Raw data.
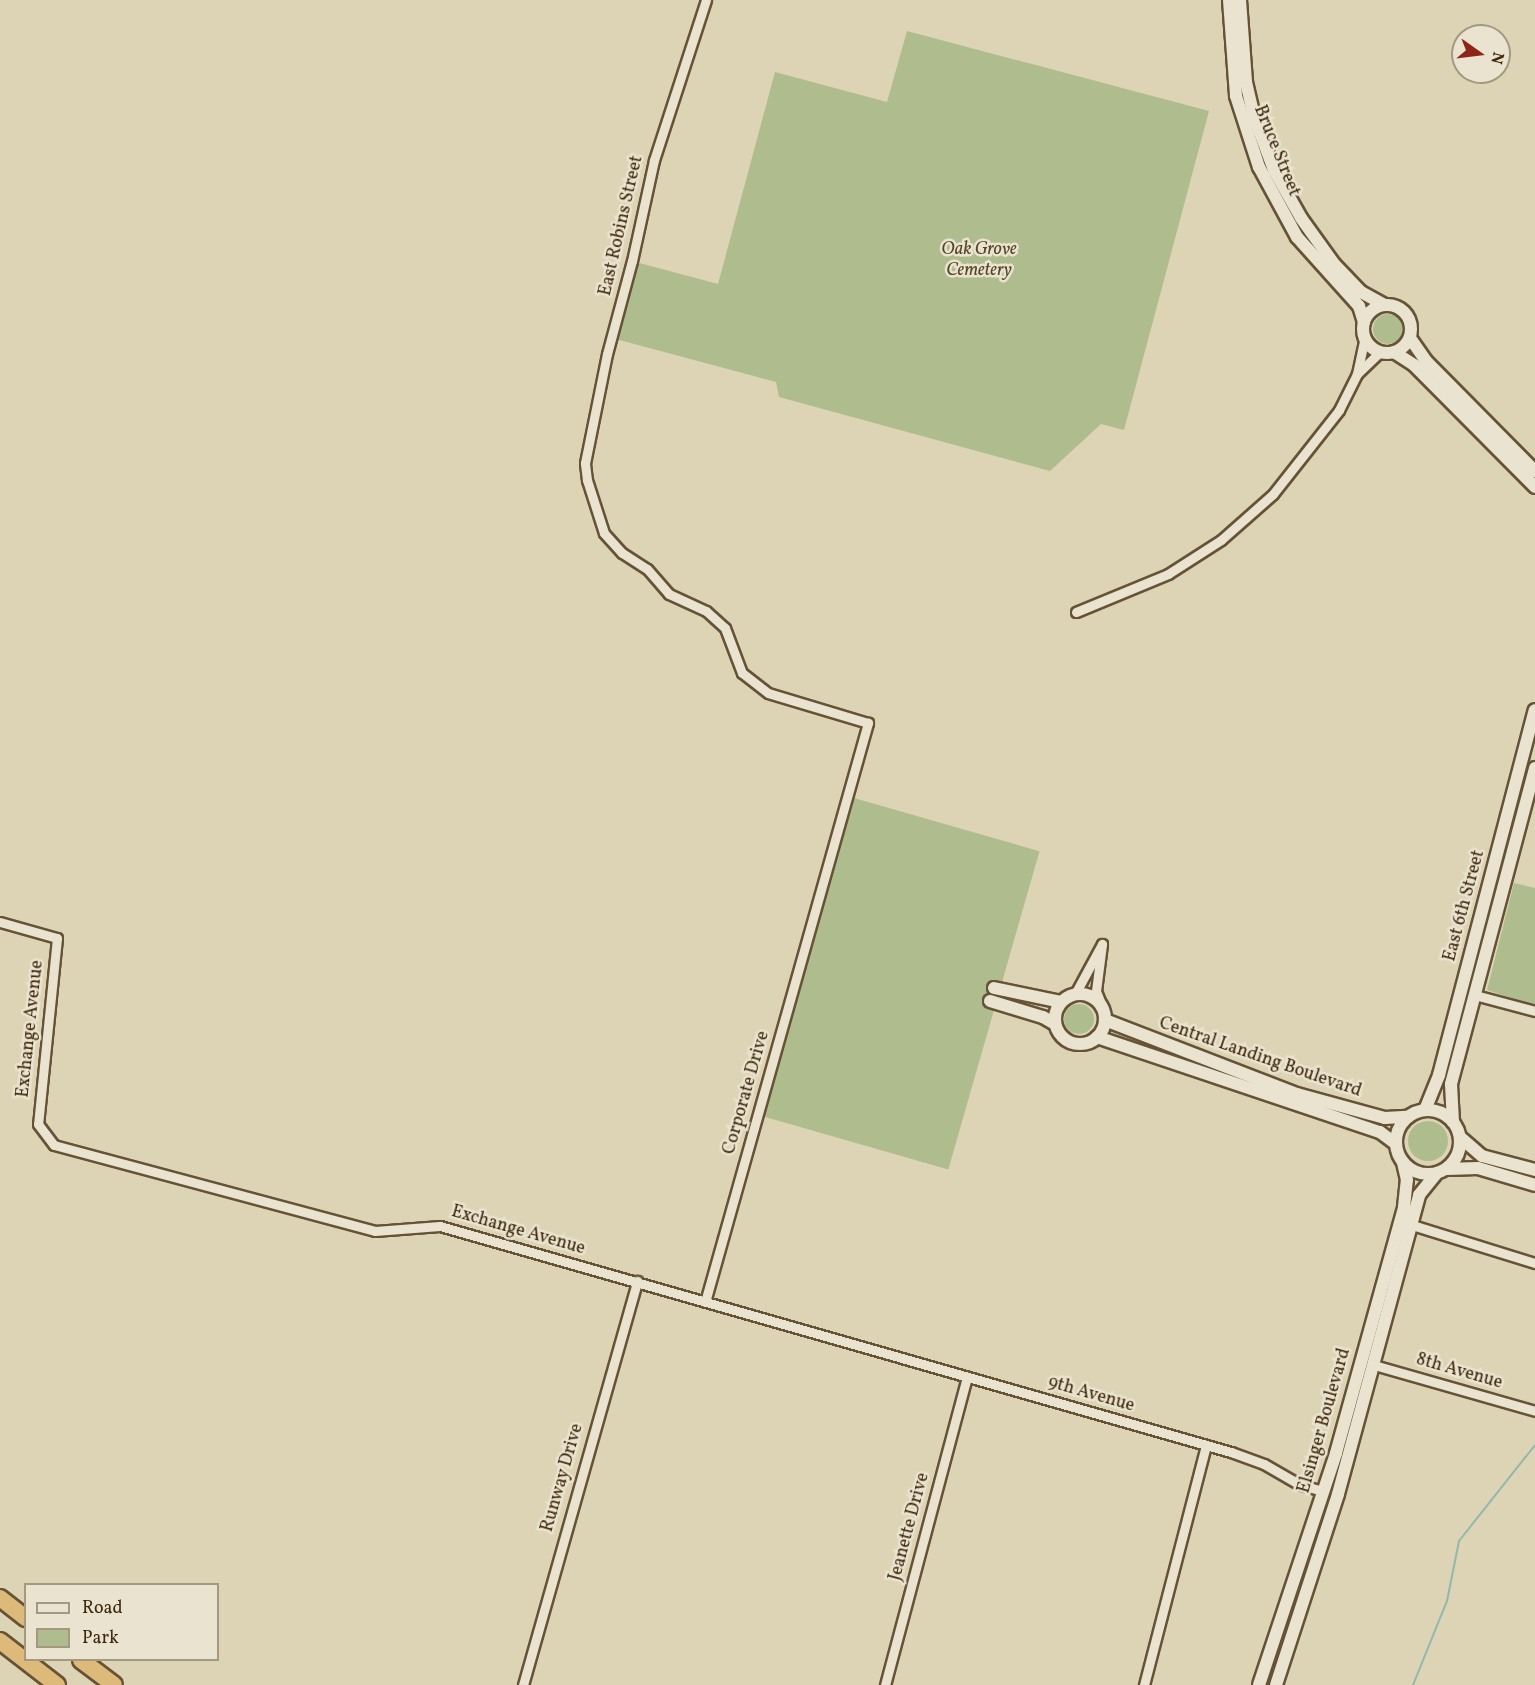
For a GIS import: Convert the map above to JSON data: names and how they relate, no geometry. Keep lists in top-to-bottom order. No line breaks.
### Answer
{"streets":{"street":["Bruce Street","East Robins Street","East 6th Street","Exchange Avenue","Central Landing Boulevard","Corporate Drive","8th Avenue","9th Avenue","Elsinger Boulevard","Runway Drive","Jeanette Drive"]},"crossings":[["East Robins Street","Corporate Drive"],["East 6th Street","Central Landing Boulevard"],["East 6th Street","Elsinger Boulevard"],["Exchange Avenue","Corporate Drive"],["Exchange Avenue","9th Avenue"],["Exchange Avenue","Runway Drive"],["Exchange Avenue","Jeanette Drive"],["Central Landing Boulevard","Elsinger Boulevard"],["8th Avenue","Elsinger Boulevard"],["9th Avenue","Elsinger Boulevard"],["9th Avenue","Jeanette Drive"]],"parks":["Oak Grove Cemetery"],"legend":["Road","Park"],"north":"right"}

Exercise instructions.
The lines above should be transcribed exactly, with every image removed.

Written reply.
For a GIS import: Convert the map above to JSON data: names and how they relate, no geometry. Keep lists in top-to-bottom order. No line breaks.
### Answer
{"streets":{"street":["Bruce Street","East Robins Street","East 6th Street","Exchange Avenue","Central Landing Boulevard","Corporate Drive","8th Avenue","9th Avenue","Elsinger Boulevard","Runway Drive","Jeanette Drive"]},"crossings":[["East Robins Street","Corporate Drive"],["East 6th Street","Central Landing Boulevard"],["East 6th Street","Elsinger Boulevard"],["Exchange Avenue","Corporate Drive"],["Exchange Avenue","9th Avenue"],["Exchange Avenue","Runway Drive"],["Exchange Avenue","Jeanette Drive"],["Central Landing Boulevard","Elsinger Boulevard"],["8th Avenue","Elsinger Boulevard"],["9th Avenue","Elsinger Boulevard"],["9th Avenue","Jeanette Drive"]],"parks":["Oak Grove Cemetery"],"legend":["Road","Park"],"north":"right"}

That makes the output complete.